Website HCI ( Human Computer Interaction ) for Non Profit / Charity Sector
At Accede IT, we have a sense for what has gone so wrong in the past ( if there is anything wrong)– and anything that maybe wasted – for all these nonprofits. We have seen all too many web companies develop these site with themselves in mind, not the client. Having the absolute basics is a huge need for the Non profit project owner. So as a developer, you’re often so focused on some of the advanced features that you lose sight of the core value of usability and being able to update it and keep it current.
A small nonprofit rarely has the resources to put significant time into updating and managing their website; most are lucky if they can spend five hours a month on it. For these organizations it’s crucial not only that they have a great website, but that they are able to make simple updates – adding events, photos, press releases – without going down a rabbit hole of frustration. So if you are new to the non profit sector we have a few recommendation for designer and non profit businesses.
1.Ask the right question
We may be the web experts, but our expertise means little if we can’t put ourselves in our clients’ shoes. Creating a great site experience together starts with a client interview and ensure they get the basics before you blast them with the bells and whistle. Here, listening skills are king over design skills.
A client interview should focus on in-depth questions, to learn what the non-profit needs and how they plan to use their website. Every community is different, and even small budgets can be used creatively, to provide different sets of “basics. The simple things in life such as adding a event calendar, and making it easy to update, are key to the end user and such easy wins for you the developer.
2. Learn the capabilities of the team;
The specific skill sets of an organization define what makes a good site for them. A well-funded nonprofit may have an experienced community members devoted to digital, but most will not—and the site should be designed with the nonprofit’s community in mind.

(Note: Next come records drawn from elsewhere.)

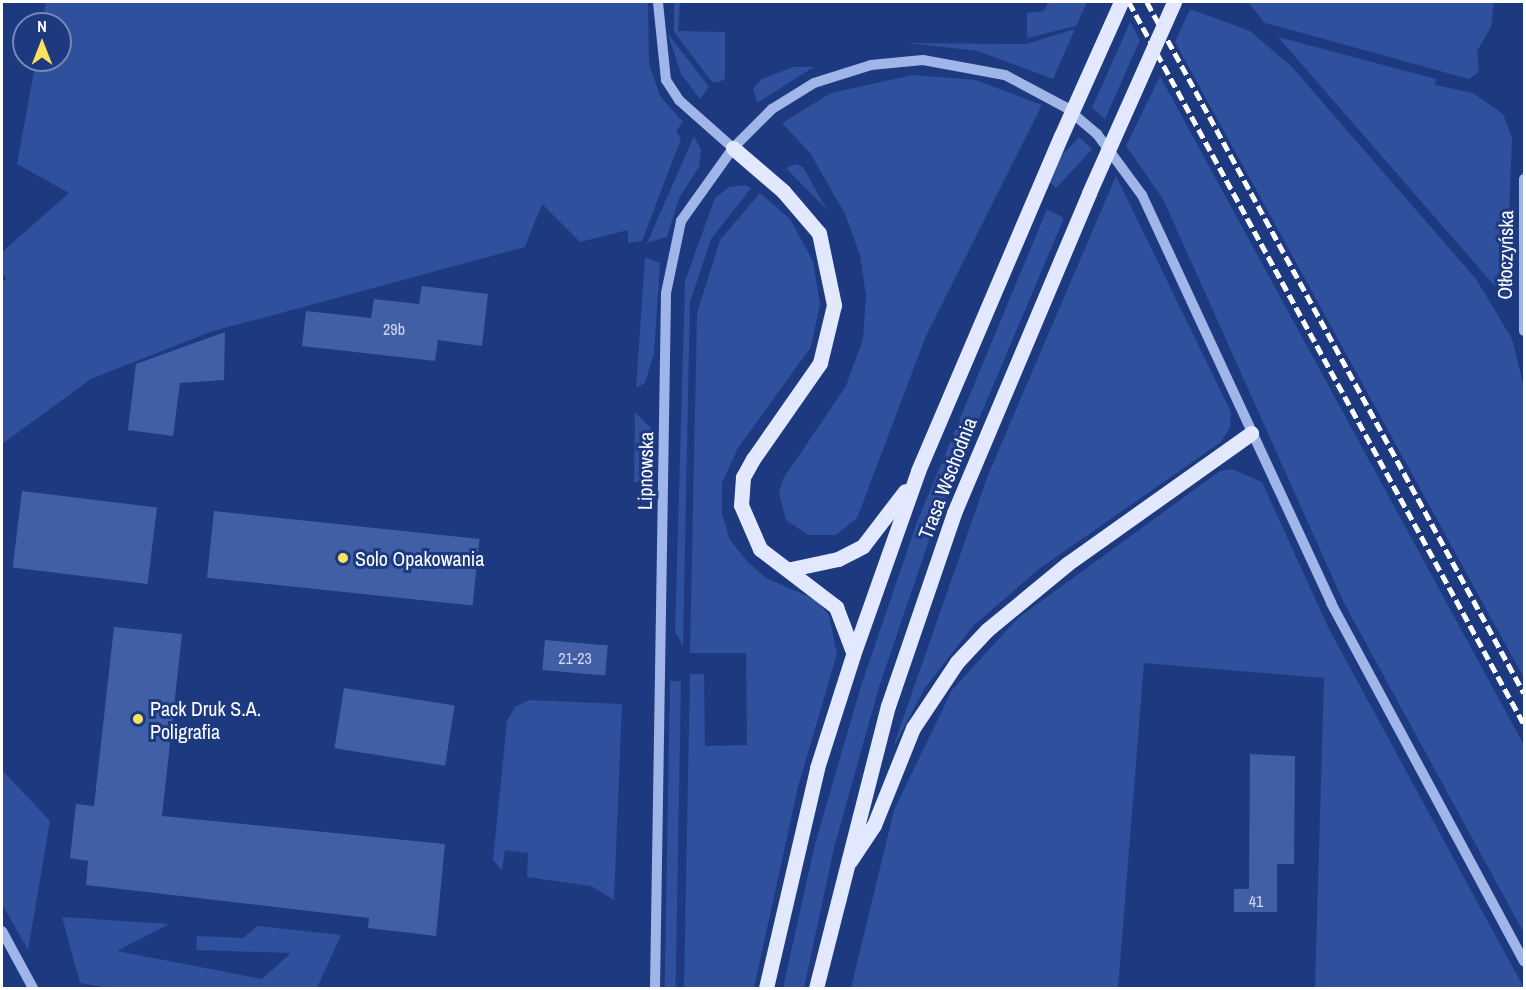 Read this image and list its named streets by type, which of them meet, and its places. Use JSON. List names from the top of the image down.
{
  "streets": {
    "main road": ["Trasa Wschodnia"],
    "street": ["Otłoczyńska", "Lipnowska"]
  },
  "places": ["Solo Opakowania", "Pack Druk S.A. Poligrafia"],
  "house_numbers": ["29b", "21-23", "41"],
  "north": "top"
}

If the organization is so small that it relies heavily on the leader or a handful of volunteers, the site design must focus on simplicity. No one wants to waste time developing a custom menu that isn’t going to be used six months from now. While it seems basic to those of us who’ve spent years looking at the back end of a website, there’s a huge learning curve for most people when it comes to even a basic Content Management System (CMS) such as WordPress or Concrete5. Those unfamiliar with CMS management benefit from sites that automate tasks, such as resizing uploaded images to a standard size and pre-coded padding.

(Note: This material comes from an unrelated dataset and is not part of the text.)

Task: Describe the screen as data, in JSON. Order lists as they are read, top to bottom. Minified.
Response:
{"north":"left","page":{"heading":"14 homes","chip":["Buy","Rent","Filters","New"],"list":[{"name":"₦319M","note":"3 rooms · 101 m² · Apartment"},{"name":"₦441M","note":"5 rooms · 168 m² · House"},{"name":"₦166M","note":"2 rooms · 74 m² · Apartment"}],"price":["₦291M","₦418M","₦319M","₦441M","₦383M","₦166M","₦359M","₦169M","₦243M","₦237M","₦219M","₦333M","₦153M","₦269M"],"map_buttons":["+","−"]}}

For a small parish, a basic WordPress site would be far more manageable in-house, there are so many youngest that have their own blog and will be more than familiar with these web solutions.
3. Plan for Growth
The web is not stagnant (or at least shouldn’t be), and neither are the wants and needs of a growing organization.using a church as an example they needs will change and grow and may fluctuate over time. Accede IT designers and associate developers must account for long-term plans, if they’re going to have a satisfied client with a truly positive web admin experience. In this business, nothing is permanent. An organization even like a church should not have the same site five years from now that they have today. Elected church members change, new people join and leave the parish and thus new ideas and way to achieve there goals change. When they need a new site in three, four, or five years, they’ll may come back to the same designer who understood them, and set them up for growth. They are less likely to do that if the designer simply created a site, handed it off, and cut ties.

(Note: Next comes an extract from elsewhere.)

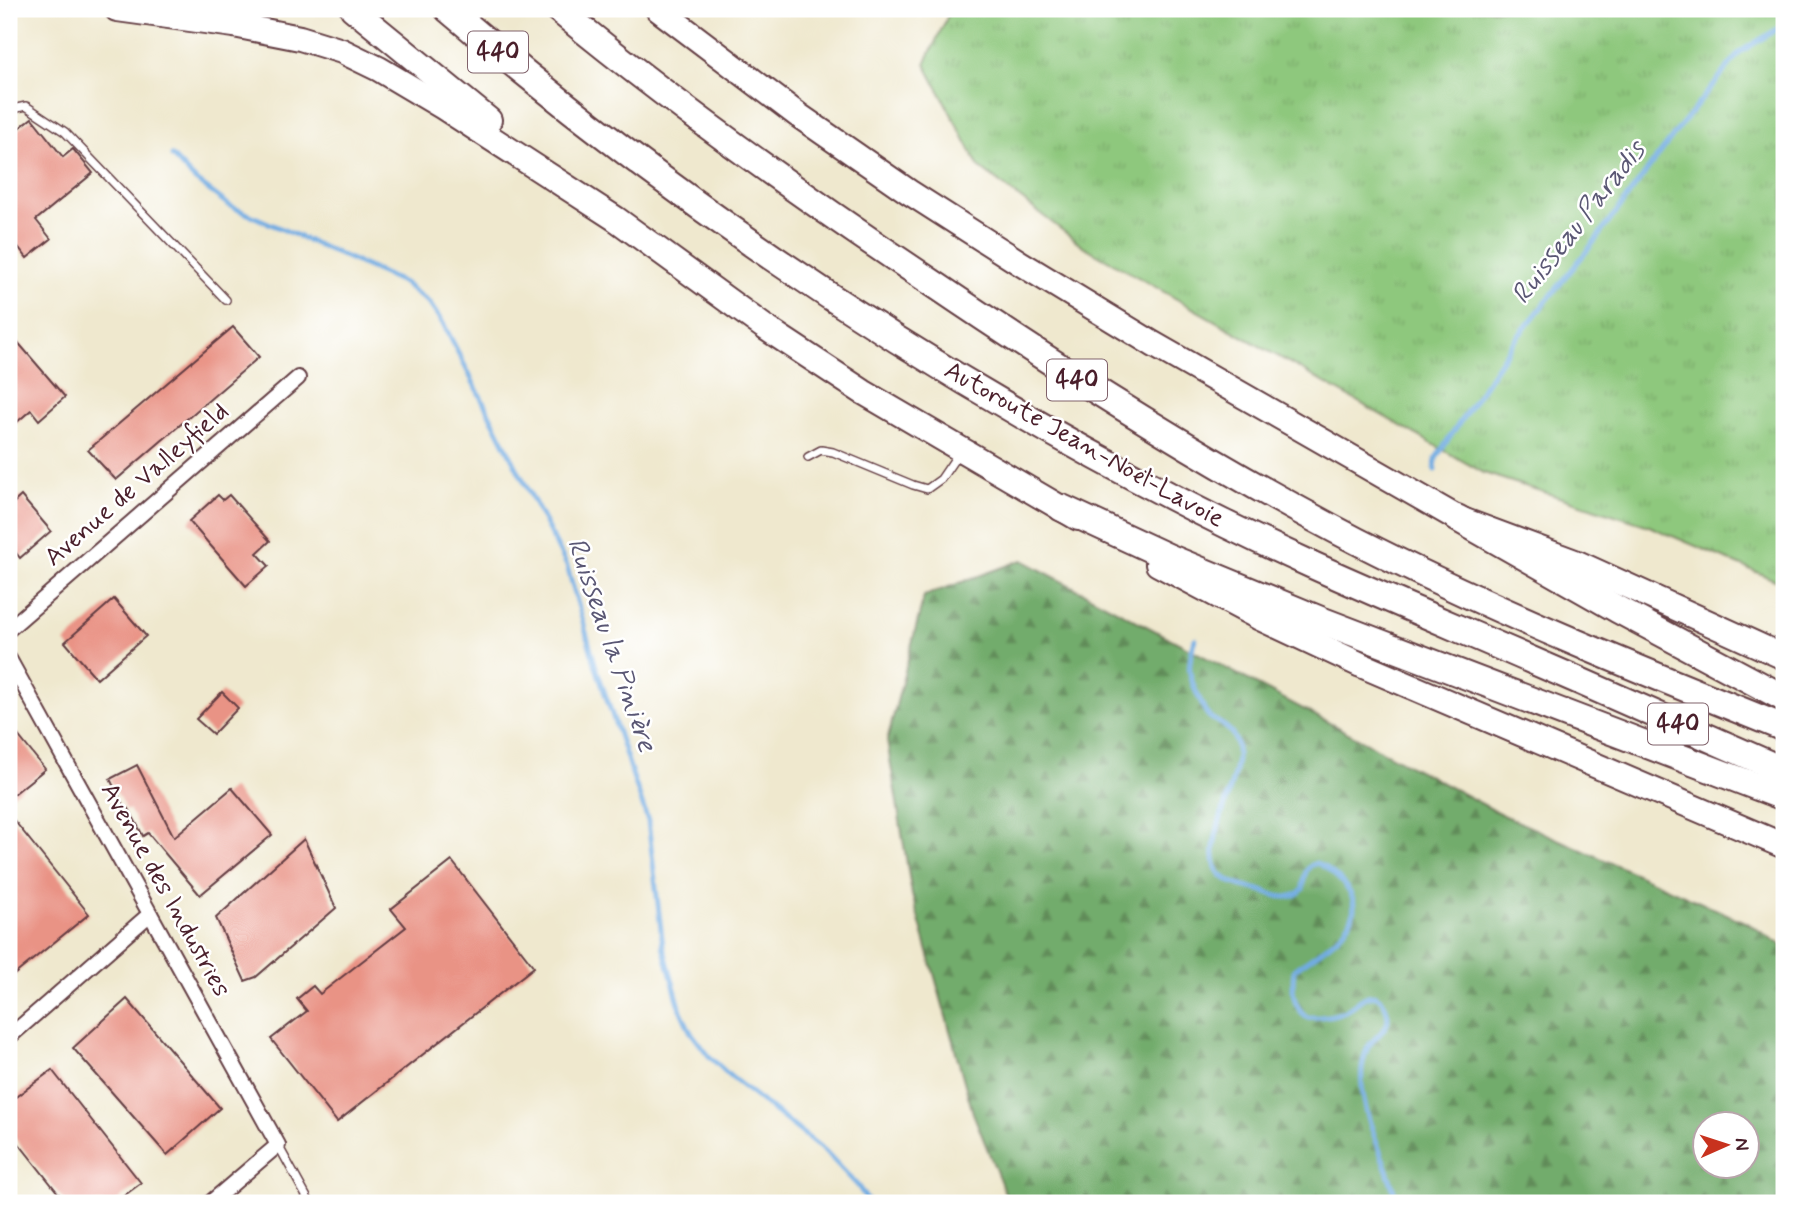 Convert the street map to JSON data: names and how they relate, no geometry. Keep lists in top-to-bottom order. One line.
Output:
{"streets":{"highway":["440","Autoroute Jean-Noël-Lavoie"],"street":["Avenue de Valleyfield","Avenue des Industries"]},"water":["Ruisseau Paradis","Ruisseau la Pinière"],"north":"right"}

Although none of us are psychic, we can plan ahead a certain amount and prepare for likely web changes over time. And the best way we can help our clients plan ahead is to prepare their site, CMS, and accompanying training for the elements they don’t know they might need. There is no magic solution to solve all the problems non-profits sector have managing their websites. But as a supportive designers and developers can do our piece by focusing on approach over technology.